Mortgage insurance issued by the Federal Housing Administration usually requires a payment of 1.5 percent of the mortgage amount to be paid at closing. An annual fee of 0.5 percent of the mortgage amount is then added to each monthly payment that the borrower makes on his house. Virtually anyone with a good credit record and sufficient steady income can be approved for an FHA-insured mortgage.

For homeowners who purchase private mortgage insurance the amount that needs to be paid to the insurer will differ depending on the down payment that was put down and the loan that the homeowner is carrying. Payments for private mortgage insurance are typically about 0.5 percent of the mortgage amount and these payments are normally made either annually or monthly.

Anyone who takes on mortgage insurance because of an inability to make a sizable down payment should remember they are doing so to protect their lender not themselves. For this reason it is imperative to try and get rid of mortgage insurance payments as soon as possible by paying off as much as possible, as quickly as possible.

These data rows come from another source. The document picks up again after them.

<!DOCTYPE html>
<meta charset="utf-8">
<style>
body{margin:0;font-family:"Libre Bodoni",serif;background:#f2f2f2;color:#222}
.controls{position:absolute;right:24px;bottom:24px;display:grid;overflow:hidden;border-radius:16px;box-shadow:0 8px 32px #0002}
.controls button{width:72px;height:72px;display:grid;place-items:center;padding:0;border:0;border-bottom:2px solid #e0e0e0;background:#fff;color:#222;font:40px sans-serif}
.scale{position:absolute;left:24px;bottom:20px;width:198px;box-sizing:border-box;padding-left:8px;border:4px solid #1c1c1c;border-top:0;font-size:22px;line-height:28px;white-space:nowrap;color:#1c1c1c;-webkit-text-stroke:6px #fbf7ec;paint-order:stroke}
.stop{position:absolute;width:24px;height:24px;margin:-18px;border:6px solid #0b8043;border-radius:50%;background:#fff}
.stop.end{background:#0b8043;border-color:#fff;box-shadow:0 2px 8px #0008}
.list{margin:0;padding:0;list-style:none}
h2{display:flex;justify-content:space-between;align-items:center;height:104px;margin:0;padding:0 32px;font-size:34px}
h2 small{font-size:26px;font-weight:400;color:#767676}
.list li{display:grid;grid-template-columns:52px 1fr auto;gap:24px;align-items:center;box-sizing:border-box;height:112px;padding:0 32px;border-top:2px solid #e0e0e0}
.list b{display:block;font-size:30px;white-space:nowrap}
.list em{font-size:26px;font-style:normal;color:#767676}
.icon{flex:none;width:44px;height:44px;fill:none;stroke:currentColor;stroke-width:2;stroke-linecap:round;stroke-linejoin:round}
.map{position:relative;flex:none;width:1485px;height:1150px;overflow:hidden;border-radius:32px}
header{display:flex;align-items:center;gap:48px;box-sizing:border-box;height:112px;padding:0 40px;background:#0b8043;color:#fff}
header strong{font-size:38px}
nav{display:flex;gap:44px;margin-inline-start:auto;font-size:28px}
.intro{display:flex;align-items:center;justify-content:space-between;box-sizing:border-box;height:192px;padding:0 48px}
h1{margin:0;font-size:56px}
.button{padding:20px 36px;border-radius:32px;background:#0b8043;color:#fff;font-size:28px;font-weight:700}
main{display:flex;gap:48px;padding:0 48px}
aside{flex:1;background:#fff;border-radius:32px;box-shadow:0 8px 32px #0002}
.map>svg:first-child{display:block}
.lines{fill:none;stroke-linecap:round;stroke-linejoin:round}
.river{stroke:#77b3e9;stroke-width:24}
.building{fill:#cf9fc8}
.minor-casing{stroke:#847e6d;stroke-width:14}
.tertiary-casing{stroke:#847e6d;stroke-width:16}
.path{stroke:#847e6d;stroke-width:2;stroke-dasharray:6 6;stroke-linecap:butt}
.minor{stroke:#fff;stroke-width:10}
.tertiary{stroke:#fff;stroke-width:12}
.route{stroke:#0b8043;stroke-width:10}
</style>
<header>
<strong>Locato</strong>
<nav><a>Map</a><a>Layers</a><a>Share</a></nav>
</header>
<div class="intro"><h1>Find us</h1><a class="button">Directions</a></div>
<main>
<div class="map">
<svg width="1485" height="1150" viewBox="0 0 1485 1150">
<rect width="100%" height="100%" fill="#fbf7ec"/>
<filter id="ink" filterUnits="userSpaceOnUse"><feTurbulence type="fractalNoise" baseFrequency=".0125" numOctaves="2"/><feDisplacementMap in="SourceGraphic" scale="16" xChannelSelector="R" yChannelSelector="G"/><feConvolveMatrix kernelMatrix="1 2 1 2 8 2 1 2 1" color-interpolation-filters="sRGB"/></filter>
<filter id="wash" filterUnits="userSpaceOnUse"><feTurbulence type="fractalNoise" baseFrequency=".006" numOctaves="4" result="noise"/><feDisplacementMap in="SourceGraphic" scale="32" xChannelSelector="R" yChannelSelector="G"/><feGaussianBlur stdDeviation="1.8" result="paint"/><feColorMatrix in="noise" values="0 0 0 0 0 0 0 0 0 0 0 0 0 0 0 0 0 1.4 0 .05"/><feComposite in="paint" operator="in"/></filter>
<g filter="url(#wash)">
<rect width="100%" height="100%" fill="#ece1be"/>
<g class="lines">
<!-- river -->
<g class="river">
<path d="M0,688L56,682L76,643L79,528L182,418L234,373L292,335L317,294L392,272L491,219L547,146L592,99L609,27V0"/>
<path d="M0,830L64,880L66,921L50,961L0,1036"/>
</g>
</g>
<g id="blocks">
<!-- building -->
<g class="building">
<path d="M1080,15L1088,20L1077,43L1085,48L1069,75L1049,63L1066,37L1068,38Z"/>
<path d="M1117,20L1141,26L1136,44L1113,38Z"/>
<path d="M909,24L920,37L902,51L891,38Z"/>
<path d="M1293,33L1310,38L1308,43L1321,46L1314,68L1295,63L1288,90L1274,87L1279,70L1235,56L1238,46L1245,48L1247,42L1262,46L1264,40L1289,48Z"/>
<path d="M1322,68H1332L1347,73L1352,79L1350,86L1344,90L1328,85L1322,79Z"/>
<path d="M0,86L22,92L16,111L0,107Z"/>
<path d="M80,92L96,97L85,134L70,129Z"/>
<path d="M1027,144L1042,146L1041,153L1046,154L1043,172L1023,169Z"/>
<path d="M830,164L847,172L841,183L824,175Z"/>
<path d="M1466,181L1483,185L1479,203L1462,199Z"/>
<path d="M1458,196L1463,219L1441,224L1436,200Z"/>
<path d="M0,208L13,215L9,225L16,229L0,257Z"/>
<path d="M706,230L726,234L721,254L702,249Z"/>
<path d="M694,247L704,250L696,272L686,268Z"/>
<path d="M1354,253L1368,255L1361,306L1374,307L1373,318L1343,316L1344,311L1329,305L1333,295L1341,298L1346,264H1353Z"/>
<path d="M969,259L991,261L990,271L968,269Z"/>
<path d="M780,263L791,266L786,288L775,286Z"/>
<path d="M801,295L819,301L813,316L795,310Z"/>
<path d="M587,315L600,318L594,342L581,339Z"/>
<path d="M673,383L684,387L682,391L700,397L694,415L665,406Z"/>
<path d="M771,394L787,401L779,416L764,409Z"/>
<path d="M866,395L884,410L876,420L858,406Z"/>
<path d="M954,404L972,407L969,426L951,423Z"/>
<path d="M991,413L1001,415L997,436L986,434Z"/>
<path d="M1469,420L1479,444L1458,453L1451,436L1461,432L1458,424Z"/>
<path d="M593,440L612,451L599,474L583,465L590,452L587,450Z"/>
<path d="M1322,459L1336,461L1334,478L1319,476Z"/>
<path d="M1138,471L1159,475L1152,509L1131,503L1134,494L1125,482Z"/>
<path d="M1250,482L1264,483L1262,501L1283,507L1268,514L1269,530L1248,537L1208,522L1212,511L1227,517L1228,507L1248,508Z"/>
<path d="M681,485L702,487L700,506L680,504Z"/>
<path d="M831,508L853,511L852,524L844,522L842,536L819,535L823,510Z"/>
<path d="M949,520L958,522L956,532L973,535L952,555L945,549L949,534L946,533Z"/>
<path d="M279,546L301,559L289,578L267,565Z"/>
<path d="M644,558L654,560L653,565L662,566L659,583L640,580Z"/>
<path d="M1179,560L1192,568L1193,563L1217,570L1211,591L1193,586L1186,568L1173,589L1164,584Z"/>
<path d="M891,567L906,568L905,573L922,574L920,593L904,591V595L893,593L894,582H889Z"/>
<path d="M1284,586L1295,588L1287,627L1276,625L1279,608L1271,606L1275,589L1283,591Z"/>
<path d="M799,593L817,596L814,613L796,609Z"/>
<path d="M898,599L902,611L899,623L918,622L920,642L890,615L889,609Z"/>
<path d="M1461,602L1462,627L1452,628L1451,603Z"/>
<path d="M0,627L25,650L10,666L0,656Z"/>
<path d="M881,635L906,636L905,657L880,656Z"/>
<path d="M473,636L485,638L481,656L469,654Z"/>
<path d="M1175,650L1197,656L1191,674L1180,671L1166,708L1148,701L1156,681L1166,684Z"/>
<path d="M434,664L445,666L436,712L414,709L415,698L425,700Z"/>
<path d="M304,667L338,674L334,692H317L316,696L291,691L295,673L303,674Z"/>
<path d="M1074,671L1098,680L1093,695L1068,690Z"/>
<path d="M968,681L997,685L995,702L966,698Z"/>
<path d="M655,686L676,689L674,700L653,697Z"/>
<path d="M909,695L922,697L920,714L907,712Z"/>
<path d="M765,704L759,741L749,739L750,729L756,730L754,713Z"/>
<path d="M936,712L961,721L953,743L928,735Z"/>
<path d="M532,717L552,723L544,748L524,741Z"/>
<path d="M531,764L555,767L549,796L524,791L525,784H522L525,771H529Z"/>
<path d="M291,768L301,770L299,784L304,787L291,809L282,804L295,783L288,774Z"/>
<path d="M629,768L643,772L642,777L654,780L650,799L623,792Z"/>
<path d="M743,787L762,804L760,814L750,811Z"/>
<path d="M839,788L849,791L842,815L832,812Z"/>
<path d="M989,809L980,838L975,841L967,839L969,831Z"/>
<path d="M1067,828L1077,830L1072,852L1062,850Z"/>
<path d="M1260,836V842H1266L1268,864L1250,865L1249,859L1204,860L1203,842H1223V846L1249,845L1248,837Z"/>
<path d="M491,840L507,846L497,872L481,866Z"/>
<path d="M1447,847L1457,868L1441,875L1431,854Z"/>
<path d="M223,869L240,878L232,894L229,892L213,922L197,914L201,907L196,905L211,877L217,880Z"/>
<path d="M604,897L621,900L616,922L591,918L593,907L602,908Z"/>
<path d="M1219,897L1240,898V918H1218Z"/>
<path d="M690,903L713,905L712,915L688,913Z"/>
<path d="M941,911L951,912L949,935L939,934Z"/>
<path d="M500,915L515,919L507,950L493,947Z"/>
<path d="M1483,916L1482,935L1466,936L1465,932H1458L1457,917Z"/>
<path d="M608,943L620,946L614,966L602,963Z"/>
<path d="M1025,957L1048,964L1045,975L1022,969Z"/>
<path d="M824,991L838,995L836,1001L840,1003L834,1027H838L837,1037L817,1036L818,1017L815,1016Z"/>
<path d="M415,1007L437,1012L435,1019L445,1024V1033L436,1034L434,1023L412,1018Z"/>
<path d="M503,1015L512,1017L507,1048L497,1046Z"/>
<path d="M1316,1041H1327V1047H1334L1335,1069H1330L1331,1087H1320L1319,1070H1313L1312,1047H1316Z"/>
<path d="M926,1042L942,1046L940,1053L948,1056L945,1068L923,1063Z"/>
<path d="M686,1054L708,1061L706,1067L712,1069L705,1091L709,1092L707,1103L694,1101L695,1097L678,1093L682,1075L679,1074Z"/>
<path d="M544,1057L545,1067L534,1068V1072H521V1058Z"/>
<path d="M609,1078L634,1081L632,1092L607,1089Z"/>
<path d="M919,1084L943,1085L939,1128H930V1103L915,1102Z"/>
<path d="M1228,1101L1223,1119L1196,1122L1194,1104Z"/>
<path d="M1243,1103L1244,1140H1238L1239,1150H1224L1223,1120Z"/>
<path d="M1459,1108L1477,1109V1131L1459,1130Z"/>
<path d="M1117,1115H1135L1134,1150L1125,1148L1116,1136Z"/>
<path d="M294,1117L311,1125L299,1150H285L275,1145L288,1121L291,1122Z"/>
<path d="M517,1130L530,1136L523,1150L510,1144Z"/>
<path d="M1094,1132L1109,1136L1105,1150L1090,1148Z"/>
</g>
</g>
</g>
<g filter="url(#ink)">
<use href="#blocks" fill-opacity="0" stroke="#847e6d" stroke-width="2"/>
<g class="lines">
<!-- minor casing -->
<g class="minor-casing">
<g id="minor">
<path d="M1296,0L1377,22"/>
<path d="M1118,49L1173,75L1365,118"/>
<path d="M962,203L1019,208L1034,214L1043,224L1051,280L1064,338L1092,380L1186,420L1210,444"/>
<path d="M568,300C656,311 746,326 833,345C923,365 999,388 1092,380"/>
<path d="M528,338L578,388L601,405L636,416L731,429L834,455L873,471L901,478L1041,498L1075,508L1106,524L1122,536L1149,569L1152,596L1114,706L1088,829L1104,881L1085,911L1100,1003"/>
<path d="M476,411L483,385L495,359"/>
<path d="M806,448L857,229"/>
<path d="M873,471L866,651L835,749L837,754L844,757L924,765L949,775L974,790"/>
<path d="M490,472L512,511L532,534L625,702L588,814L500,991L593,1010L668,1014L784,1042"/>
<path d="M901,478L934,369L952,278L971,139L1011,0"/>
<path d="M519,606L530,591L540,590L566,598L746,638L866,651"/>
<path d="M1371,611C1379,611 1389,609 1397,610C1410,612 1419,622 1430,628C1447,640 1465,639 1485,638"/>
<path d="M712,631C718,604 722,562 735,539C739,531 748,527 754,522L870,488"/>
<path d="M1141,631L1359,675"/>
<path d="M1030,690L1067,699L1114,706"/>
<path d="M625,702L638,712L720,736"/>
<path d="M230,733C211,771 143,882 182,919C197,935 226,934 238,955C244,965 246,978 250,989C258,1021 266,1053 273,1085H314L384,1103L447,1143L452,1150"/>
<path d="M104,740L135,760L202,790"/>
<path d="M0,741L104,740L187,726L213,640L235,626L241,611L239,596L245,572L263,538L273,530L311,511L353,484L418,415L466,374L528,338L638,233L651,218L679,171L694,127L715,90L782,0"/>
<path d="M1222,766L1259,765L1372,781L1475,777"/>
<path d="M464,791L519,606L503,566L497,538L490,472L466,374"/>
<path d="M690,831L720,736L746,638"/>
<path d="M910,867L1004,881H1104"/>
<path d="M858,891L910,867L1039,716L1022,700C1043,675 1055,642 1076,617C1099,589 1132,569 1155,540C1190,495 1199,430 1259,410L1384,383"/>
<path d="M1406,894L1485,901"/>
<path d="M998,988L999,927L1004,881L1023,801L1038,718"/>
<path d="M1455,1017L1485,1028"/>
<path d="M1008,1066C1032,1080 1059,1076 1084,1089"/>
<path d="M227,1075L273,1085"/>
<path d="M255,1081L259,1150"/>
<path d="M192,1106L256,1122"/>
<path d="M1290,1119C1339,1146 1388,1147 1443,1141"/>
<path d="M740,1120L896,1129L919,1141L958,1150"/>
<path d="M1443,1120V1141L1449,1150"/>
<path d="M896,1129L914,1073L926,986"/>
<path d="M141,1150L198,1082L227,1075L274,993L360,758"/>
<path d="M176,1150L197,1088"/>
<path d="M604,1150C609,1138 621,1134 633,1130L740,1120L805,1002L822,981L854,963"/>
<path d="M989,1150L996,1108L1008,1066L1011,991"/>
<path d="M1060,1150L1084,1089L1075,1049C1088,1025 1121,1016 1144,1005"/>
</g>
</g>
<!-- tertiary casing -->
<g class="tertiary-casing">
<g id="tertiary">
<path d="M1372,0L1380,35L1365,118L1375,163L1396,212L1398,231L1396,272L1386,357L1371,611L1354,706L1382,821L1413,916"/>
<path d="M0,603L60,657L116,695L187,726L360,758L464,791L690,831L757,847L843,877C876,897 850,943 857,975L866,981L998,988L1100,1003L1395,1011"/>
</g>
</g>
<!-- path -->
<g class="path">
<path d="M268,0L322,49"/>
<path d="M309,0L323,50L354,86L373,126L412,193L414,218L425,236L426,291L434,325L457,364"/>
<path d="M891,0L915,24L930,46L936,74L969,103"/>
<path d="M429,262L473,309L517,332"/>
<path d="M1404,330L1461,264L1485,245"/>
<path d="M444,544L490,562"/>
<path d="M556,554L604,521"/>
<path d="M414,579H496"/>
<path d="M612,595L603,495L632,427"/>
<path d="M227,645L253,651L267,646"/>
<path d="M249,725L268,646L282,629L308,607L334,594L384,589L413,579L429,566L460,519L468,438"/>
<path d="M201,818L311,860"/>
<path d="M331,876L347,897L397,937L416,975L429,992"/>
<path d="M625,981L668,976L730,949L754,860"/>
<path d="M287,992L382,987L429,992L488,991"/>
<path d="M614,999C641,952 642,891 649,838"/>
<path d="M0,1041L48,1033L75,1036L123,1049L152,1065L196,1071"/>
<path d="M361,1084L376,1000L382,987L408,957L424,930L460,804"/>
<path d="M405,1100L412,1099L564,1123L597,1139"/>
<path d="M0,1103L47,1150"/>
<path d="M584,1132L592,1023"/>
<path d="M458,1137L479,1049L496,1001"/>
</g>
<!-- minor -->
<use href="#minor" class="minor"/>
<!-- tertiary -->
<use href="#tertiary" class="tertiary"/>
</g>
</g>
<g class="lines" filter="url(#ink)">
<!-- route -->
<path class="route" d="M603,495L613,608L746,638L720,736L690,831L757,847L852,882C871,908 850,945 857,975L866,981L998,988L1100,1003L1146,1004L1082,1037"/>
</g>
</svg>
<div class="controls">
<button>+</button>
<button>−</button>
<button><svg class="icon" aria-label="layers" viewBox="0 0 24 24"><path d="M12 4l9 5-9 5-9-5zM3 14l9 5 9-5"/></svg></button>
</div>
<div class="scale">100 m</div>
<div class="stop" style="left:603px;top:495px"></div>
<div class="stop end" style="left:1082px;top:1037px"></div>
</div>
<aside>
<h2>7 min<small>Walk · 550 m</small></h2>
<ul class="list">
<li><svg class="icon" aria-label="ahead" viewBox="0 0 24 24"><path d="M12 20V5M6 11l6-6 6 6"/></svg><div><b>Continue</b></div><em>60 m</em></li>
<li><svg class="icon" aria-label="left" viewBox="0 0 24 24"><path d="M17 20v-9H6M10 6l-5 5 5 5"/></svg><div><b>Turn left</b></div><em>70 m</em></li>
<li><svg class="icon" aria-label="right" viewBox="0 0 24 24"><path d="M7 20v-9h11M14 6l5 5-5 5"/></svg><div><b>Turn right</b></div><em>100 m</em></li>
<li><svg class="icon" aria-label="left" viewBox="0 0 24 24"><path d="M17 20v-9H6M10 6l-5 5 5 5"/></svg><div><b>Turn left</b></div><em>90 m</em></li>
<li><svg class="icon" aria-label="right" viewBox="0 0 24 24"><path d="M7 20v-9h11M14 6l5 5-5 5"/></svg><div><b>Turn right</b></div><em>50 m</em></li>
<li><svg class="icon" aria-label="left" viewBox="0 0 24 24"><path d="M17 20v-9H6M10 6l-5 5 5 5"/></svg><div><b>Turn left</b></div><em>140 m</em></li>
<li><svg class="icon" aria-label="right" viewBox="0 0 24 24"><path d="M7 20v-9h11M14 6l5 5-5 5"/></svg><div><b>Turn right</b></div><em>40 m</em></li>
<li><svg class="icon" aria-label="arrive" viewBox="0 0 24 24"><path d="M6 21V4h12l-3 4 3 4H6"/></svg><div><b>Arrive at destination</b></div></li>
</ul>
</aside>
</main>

Private mortgage insurance usually only requires the borrower to make payments on their insurance until they have paid back 80 percent of the principle of their mortgage. Many lenders will give their borrowers an idea of how long it will take to pay back 80 percent so that borrowers can cancel their insurance.

With houses becoming more and more expensive mortgage insurance has become an increasingly popular alternative to huge 20% down payments. Considering that most homes these days cost upwards of $200,000, many people, especially first time homebuyers, find that attempting to gather up the necessary down payment is unrealistic. The standard down payment on a $200,000 home is $40,000 and most of the population does not have access to that amount of money, especially in cash.

Though mortgage insurance is an attractive option when it comes to homeownership some people still prefer not to have additional contracts hanging over their heads they make the big purchase. People who cannot make large down payments, but turn down or are unqualified for mortgage insurance are sometimes offered an alternative by their lenders. The alternative for people who have good credit is to accept a higher interest rate on their mortgage. The amount that the interest rate will increase will differ between lenders, but typically it will depend on the size of the down payment made.

Many people rush into homeownership when they feel that they have found the perfect place to live without taking finances into consideration and this can be a huge mistake.

If a homebuyer hasn't been planning years in advance for homeownership they will ultimately be making payments to lenders and insurers for an extended amount of time.

Not only will a substantial down payment make it easier to obtain a mortgage with reasonable rates, but it will also result in more instant equity.

Ultimately the amount a person will pay in the long run for a home all comes down to the down payment.

Homebuyers who save up and put down will always have the best mortgages in town.